● **TRY IT**
Produce as output only the lines below starting at the line with "display:flex; flex-direction:column; background:#211c21;" and continuing through the line with "display:grid; place-items:center; width:77px;", each one exactly as written.

● **INPUT RECORDS**

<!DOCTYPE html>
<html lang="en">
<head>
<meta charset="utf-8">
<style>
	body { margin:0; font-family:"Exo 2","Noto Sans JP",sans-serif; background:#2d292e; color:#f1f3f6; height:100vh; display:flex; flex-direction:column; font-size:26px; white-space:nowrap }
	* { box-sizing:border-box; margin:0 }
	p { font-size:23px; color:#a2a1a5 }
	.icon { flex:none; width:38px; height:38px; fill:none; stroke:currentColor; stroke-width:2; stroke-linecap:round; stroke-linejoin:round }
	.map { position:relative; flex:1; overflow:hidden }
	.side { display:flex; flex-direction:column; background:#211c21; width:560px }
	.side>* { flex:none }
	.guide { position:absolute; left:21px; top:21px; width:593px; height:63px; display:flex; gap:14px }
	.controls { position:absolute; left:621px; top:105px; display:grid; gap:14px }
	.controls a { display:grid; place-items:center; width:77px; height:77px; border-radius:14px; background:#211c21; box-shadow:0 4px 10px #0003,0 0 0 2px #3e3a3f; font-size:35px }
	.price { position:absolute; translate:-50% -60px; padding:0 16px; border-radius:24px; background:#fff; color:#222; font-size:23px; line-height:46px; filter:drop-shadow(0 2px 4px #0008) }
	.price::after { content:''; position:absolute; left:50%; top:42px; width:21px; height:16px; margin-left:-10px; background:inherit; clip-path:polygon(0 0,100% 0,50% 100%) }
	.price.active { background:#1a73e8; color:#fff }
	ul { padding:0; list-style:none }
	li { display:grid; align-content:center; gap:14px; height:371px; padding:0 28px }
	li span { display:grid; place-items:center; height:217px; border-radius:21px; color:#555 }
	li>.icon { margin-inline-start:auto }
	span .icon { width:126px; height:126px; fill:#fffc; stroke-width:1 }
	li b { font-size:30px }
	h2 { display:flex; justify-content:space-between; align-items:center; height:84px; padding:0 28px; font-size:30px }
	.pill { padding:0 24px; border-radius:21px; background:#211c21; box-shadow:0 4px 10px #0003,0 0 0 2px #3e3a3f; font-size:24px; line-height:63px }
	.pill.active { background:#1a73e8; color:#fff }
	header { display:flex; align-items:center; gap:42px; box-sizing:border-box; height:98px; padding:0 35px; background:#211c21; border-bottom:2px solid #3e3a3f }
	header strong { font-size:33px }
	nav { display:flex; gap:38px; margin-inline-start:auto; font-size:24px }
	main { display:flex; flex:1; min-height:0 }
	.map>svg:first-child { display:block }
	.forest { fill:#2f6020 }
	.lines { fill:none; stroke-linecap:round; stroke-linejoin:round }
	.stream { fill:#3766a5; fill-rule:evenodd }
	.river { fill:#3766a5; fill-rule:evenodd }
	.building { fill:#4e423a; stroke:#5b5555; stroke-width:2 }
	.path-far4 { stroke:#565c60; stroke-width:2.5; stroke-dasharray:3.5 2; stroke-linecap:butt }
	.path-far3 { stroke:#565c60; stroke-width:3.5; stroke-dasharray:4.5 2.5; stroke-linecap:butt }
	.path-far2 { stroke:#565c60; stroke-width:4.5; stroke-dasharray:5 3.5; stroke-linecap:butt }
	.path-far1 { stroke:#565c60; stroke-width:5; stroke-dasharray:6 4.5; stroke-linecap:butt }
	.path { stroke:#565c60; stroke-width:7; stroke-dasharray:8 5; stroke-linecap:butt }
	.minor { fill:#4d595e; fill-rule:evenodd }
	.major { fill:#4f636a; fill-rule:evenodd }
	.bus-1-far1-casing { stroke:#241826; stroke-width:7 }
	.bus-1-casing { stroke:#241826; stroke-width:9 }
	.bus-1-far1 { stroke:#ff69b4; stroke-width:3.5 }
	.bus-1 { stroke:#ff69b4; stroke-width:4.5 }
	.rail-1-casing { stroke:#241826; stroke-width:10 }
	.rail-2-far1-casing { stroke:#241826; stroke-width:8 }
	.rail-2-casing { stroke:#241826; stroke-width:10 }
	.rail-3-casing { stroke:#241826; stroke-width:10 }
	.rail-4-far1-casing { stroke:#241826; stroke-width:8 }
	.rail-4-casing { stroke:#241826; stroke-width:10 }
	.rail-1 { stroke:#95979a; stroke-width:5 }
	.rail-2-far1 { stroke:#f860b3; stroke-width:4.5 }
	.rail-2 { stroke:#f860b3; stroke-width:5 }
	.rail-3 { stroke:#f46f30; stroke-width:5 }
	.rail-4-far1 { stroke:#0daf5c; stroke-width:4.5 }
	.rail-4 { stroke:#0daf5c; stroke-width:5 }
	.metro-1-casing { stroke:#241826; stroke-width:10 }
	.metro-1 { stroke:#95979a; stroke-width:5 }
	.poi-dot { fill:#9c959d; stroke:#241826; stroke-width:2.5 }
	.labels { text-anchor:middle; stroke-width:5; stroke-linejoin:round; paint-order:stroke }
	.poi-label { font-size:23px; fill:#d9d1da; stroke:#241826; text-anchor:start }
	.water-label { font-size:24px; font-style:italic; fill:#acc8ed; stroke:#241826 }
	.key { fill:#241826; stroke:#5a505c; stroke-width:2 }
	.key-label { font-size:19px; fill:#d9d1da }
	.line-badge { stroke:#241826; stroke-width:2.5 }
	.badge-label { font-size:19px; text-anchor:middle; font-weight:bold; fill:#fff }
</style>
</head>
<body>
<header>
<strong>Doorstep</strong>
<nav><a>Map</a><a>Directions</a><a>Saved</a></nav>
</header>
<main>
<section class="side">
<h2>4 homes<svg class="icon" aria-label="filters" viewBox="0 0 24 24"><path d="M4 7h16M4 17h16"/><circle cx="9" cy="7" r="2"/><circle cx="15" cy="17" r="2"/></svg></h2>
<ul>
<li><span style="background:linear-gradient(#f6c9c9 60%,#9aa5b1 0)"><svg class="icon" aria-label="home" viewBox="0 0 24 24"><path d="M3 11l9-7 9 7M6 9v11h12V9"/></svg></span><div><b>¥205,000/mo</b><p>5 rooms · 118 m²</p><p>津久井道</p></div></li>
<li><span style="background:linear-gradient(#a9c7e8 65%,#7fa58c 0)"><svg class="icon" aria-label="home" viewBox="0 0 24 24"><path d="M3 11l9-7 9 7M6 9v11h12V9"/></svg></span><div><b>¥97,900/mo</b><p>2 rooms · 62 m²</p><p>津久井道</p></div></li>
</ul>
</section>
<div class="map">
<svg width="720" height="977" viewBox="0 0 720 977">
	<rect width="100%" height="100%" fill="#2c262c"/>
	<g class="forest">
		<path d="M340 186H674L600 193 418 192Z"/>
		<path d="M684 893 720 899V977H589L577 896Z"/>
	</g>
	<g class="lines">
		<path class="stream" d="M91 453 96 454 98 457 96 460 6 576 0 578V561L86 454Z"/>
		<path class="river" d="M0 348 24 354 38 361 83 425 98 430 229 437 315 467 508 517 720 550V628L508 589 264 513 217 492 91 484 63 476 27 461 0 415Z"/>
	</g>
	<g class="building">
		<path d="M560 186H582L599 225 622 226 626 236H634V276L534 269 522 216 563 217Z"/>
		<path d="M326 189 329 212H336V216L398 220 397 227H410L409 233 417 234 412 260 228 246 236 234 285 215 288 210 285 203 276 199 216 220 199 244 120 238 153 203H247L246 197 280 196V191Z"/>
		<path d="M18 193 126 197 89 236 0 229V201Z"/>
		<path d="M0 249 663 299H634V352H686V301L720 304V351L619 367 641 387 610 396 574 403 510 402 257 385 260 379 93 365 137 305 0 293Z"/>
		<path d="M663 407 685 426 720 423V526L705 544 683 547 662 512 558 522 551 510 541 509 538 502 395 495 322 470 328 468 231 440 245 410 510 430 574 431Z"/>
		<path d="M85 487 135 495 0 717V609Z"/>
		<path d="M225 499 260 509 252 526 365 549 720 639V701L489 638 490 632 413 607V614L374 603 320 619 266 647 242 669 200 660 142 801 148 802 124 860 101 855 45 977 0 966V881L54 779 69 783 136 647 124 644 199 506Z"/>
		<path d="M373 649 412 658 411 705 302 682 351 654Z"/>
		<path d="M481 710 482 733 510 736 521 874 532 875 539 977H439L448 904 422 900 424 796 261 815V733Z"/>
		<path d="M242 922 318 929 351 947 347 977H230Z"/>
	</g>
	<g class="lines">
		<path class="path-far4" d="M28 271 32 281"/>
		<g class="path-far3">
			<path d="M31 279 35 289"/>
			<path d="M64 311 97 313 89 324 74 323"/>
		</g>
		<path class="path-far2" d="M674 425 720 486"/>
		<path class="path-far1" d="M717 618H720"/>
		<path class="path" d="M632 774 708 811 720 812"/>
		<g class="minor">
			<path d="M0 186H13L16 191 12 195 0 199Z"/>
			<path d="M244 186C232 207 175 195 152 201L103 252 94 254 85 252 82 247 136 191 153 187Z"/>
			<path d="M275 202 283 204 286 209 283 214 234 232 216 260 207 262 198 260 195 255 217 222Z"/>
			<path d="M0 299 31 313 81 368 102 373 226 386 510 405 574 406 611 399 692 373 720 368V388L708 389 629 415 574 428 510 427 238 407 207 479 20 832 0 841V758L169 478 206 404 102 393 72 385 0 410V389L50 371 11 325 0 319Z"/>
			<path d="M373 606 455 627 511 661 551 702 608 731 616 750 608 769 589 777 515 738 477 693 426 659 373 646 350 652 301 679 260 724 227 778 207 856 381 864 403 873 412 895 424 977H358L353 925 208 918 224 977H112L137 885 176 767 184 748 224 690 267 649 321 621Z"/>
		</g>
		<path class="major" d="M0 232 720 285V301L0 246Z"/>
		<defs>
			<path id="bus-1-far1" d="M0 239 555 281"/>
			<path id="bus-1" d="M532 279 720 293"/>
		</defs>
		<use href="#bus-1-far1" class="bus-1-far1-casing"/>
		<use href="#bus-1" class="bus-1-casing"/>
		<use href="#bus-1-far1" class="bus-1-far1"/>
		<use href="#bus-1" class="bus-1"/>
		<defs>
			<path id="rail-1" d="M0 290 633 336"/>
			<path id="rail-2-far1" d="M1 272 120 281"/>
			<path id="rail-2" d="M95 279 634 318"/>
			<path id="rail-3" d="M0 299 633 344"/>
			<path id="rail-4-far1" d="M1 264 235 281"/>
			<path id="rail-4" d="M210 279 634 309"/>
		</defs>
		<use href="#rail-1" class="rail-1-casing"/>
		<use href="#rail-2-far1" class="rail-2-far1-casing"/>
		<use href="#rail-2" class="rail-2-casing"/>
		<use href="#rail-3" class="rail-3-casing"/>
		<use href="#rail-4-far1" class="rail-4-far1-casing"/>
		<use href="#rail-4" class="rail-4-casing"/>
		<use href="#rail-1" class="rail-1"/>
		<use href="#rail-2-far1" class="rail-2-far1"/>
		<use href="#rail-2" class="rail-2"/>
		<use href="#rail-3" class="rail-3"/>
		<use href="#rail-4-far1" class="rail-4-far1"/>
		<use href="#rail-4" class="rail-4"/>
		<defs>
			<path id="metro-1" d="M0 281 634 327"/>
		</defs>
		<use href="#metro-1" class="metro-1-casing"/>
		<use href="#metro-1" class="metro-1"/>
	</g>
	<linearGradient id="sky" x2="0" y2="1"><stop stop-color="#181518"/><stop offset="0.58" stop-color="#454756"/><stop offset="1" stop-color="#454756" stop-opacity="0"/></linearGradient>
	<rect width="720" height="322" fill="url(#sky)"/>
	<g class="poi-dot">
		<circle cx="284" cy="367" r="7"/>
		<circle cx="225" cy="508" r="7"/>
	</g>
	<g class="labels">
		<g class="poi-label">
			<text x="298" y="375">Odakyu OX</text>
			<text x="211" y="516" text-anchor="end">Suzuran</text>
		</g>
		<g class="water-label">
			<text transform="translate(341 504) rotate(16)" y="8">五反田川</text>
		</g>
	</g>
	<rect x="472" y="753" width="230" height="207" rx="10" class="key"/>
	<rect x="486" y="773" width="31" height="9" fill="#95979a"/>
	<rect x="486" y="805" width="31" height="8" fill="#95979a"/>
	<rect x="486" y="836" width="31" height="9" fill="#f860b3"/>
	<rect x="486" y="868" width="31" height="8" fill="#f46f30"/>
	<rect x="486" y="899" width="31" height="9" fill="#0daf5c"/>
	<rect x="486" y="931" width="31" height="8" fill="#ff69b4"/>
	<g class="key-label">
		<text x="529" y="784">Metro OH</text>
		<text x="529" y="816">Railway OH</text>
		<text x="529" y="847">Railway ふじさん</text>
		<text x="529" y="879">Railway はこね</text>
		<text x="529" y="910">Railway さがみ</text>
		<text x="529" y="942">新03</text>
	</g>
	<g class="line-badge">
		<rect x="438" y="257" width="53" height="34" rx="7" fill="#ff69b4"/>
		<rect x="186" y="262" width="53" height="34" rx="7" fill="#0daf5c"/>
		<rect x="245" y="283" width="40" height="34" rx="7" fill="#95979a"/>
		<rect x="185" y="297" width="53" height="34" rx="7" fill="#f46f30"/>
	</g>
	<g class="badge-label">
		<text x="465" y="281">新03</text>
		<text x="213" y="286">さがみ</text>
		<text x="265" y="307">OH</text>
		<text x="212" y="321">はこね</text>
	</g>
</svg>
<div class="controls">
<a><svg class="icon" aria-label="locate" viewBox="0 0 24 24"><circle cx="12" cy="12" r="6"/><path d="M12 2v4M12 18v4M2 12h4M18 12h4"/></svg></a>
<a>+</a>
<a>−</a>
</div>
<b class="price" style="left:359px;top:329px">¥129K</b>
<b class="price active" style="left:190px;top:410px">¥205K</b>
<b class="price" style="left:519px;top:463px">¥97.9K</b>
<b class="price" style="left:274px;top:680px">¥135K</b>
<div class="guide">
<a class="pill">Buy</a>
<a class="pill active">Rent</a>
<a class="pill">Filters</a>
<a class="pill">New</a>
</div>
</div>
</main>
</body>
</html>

● **FINISHED TASK**
	.side { display:flex; flex-direction:column; background:#211c21; width:560px }
	.side>* { flex:none }
	.guide { position:absolute; left:21px; top:21px; width:593px; height:63px; display:flex; gap:14px }
	.controls { position:absolute; left:621px; top:105px; display:grid; gap:14px }
	.controls a { display:grid; place-items:center; width:77px; height:77px; border-radius:14px; background:#211c21; box-shadow:0 4px 10px #0003,0 0 0 2px #3e3a3f; font-size:35px }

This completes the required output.